## EXERCISE GOAL
Reproduce exactly, from the line containing "Enumerate the labels", every line down to the end of the data below.

Start of MATERIAL FOR THIS EXERCISE

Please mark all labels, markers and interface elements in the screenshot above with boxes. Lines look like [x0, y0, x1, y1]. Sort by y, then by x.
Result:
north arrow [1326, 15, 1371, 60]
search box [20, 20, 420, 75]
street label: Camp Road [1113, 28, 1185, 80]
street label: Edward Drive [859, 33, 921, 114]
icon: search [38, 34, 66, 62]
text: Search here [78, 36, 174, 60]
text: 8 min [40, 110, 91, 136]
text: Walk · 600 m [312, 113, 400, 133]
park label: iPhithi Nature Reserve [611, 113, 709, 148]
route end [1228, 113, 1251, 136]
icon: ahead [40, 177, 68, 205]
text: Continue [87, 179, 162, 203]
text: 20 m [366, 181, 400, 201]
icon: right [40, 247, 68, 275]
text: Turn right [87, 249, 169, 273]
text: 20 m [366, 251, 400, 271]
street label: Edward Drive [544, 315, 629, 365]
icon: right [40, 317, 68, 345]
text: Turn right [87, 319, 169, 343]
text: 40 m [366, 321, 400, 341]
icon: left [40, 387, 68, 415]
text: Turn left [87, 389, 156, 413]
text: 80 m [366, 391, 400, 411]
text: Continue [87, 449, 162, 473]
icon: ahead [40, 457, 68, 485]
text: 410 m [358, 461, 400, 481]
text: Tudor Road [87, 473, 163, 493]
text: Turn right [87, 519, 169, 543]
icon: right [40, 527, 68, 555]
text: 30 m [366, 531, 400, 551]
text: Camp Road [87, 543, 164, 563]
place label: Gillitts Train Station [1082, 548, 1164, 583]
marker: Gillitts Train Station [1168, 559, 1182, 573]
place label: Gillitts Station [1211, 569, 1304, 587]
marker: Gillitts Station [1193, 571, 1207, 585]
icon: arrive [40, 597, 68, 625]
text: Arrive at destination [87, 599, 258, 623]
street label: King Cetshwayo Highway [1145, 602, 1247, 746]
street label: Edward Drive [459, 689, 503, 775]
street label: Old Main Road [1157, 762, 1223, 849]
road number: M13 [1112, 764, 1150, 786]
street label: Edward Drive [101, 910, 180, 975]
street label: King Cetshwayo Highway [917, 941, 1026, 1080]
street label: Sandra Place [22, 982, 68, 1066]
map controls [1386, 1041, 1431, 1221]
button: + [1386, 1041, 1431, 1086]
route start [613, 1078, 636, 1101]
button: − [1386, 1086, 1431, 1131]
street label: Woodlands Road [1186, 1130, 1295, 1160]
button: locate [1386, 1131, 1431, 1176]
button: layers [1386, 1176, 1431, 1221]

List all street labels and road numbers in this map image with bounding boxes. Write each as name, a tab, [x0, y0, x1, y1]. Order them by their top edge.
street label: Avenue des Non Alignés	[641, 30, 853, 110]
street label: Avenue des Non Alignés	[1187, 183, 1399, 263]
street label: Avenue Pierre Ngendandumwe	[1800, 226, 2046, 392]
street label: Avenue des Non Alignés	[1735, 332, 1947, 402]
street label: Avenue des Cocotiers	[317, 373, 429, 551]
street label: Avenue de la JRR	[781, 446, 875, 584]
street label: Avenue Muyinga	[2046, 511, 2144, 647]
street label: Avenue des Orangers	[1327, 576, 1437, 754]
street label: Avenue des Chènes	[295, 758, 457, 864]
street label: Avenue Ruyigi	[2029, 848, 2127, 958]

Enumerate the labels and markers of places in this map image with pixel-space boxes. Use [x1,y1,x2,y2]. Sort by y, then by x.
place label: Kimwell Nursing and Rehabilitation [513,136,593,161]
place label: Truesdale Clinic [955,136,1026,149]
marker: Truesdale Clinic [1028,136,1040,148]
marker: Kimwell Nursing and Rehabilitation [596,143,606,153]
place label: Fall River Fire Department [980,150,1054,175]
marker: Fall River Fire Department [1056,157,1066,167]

End of MATERIAL FOR THIS EXERCISE

## RESULT OF THIS EXERCISE
Enumerate the labels and markers of places in this map image with pixel-space boxes. Use [x1,y1,x2,y2]. Sort by y, then by x.
place label: Kimwell Nursing and Rehabilitation [513,136,593,161]
place label: Truesdale Clinic [955,136,1026,149]
marker: Truesdale Clinic [1028,136,1040,148]
marker: Kimwell Nursing and Rehabilitation [596,143,606,153]
place label: Fall River Fire Department [980,150,1054,175]
marker: Fall River Fire Department [1056,157,1066,167]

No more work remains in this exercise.